Well, I went back to work after being off for 13 weeks. It was one of the hardest things I've had to do on this journey of grief.
It was at work where I found out something was wrong with my precious baby. I had a very busy morning, it was around lunch time that I began to notice that my baby wasn't moving. I thought to myself, "I've been running around I need to sit and eat lunch." So, I did. And NOTHING, no movement, no kicks. Then after a few minutes, I mention it to my coworker who is also pregnant. I work at a hospital, so she borrows the doppler from the Adult ED. We go into an empty room and begin to check for fetal heart tones. I tell her to go first, it's there, thump...thump... 140 beats per minute. Now it's my turn, I lay down on the cart and NOTHING. Then I shift around the cart and again nothing. We have another nurse check with us and nothing. As I was laying there on the cart, it did not occur to me that my baby didn't have a heart beat I thought it was due to our old dopplers. I get up from the cart, I'm relatively calm. I walk into the break room and call my OB, her nurse tells me to come into the office. Gosh, I don't think I can continue. I can't do this right now. It's a painful trip down misery lane.
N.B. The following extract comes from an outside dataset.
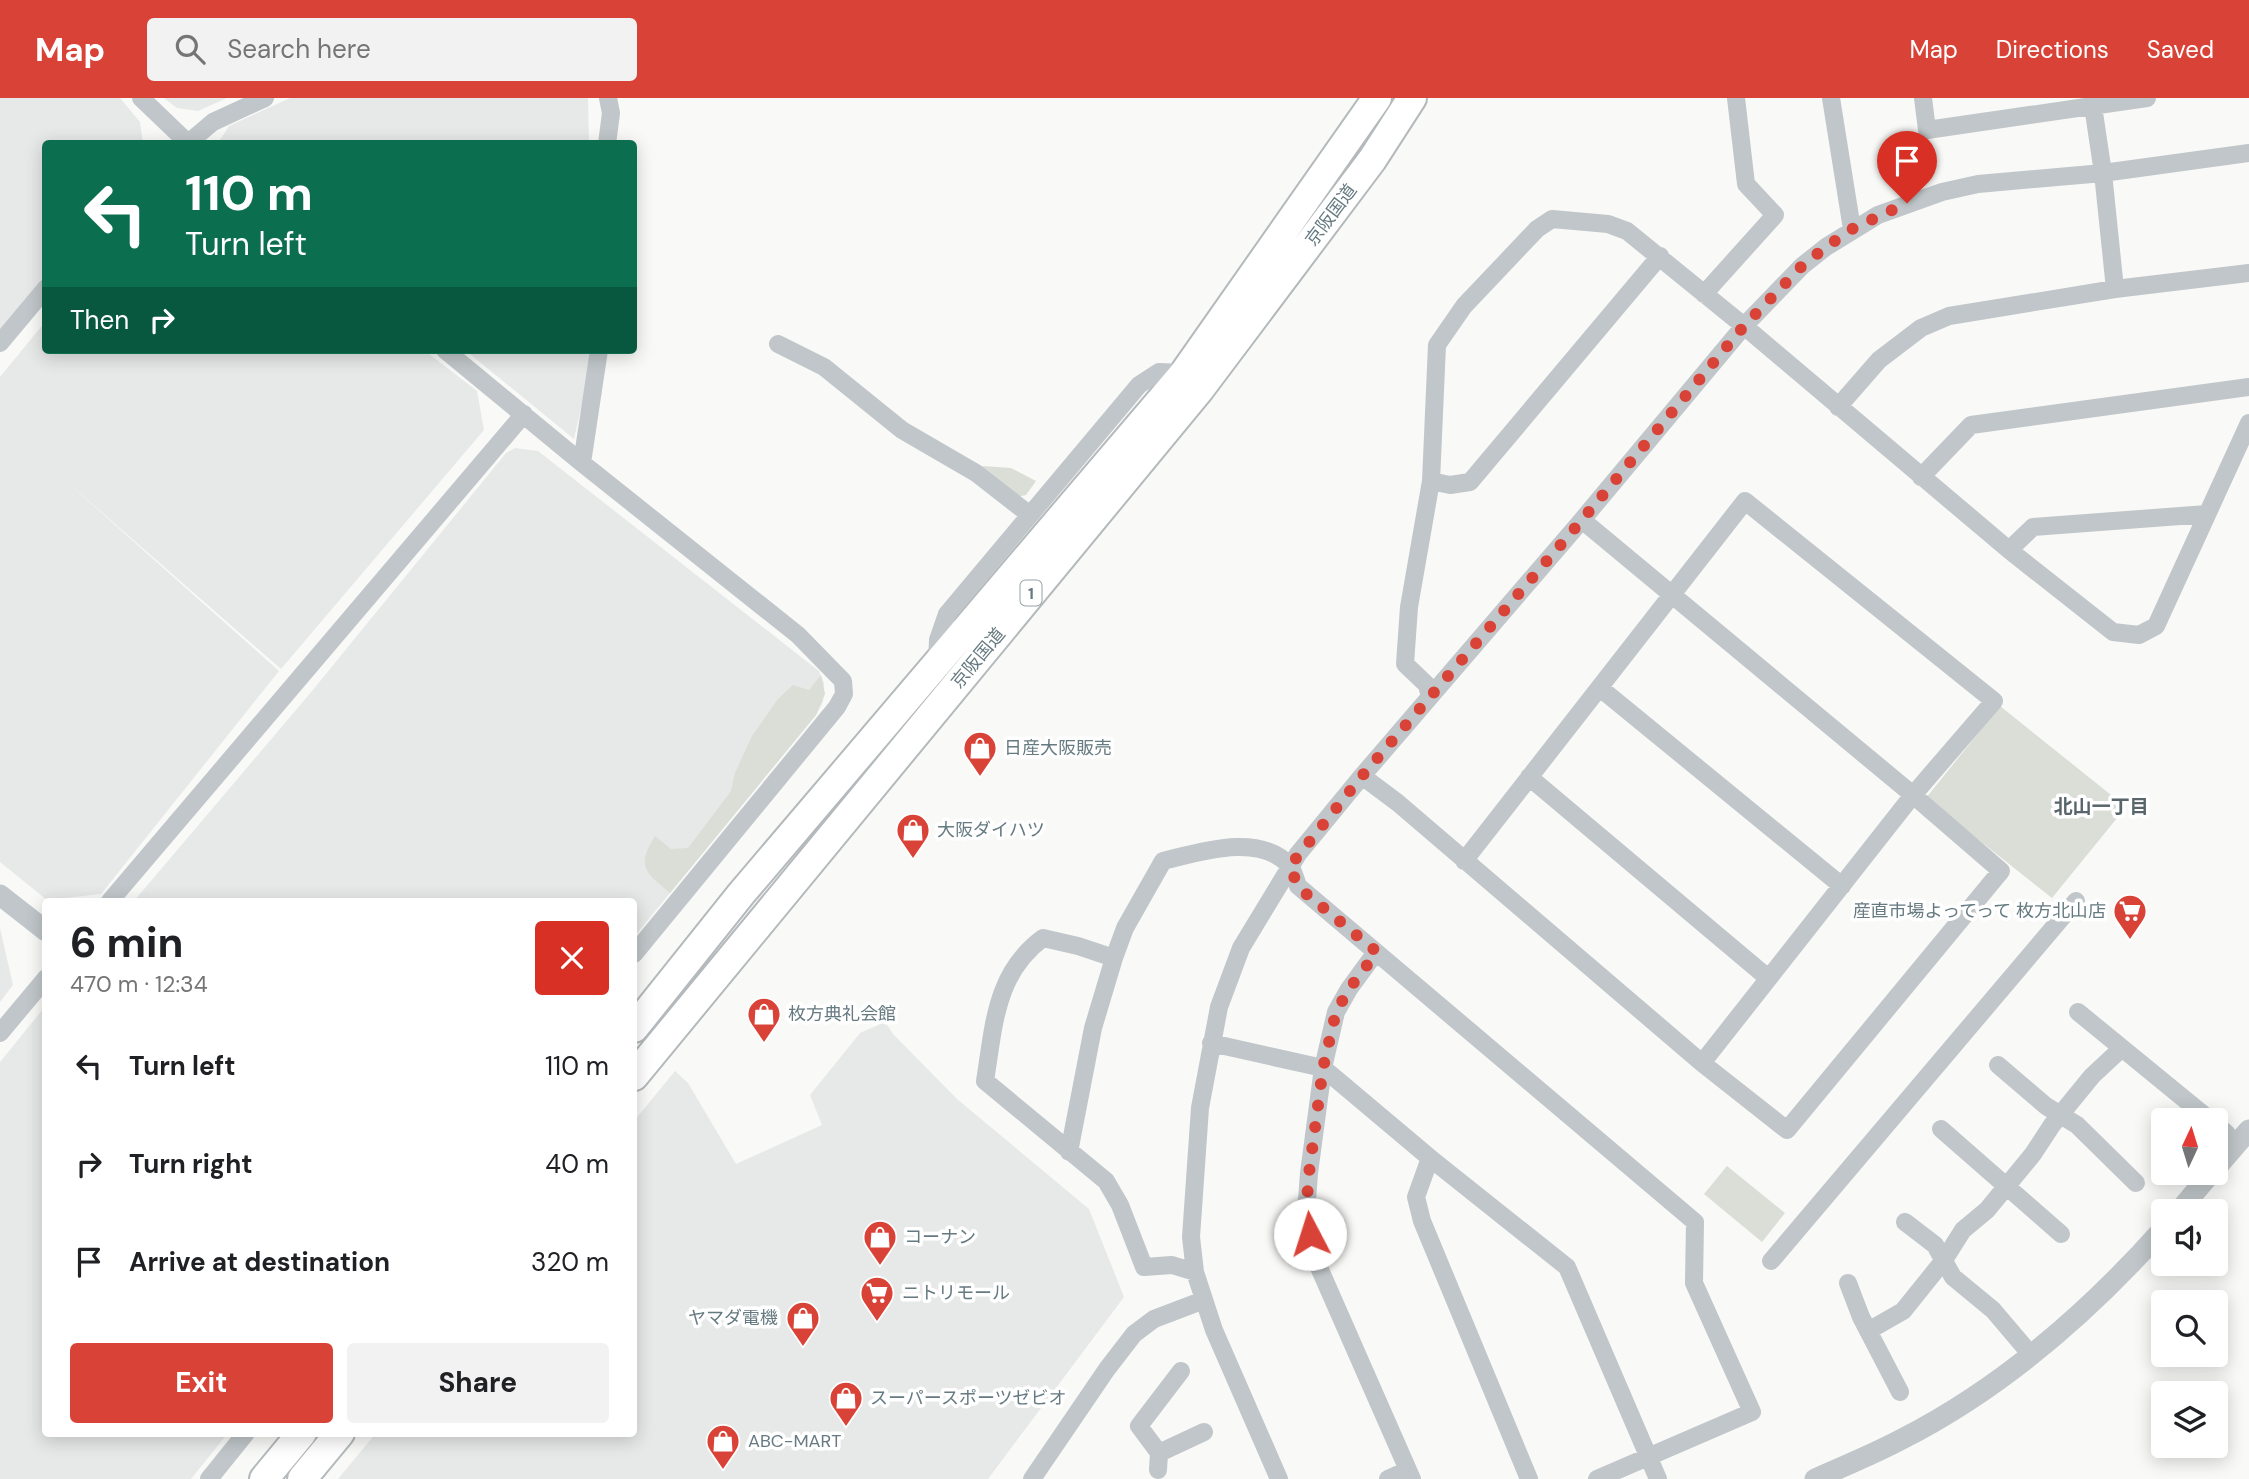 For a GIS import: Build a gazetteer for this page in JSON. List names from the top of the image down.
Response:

The point is, going back to work was very hard. My body was flooded with all of these memories. And yes, the pregnant coworker was there, 33 weeks pregnant. Just a week more than I was when Ethan died. I look at her and think, "Did I look that big and happy". I just want to be there. I never got to be there, 33 weeks pregnant. No, my bliss abruptly ended with immense heartache and a dead baby. You never think you're going to be there, here in our situation. But, it happens. Everyday. It. Happens.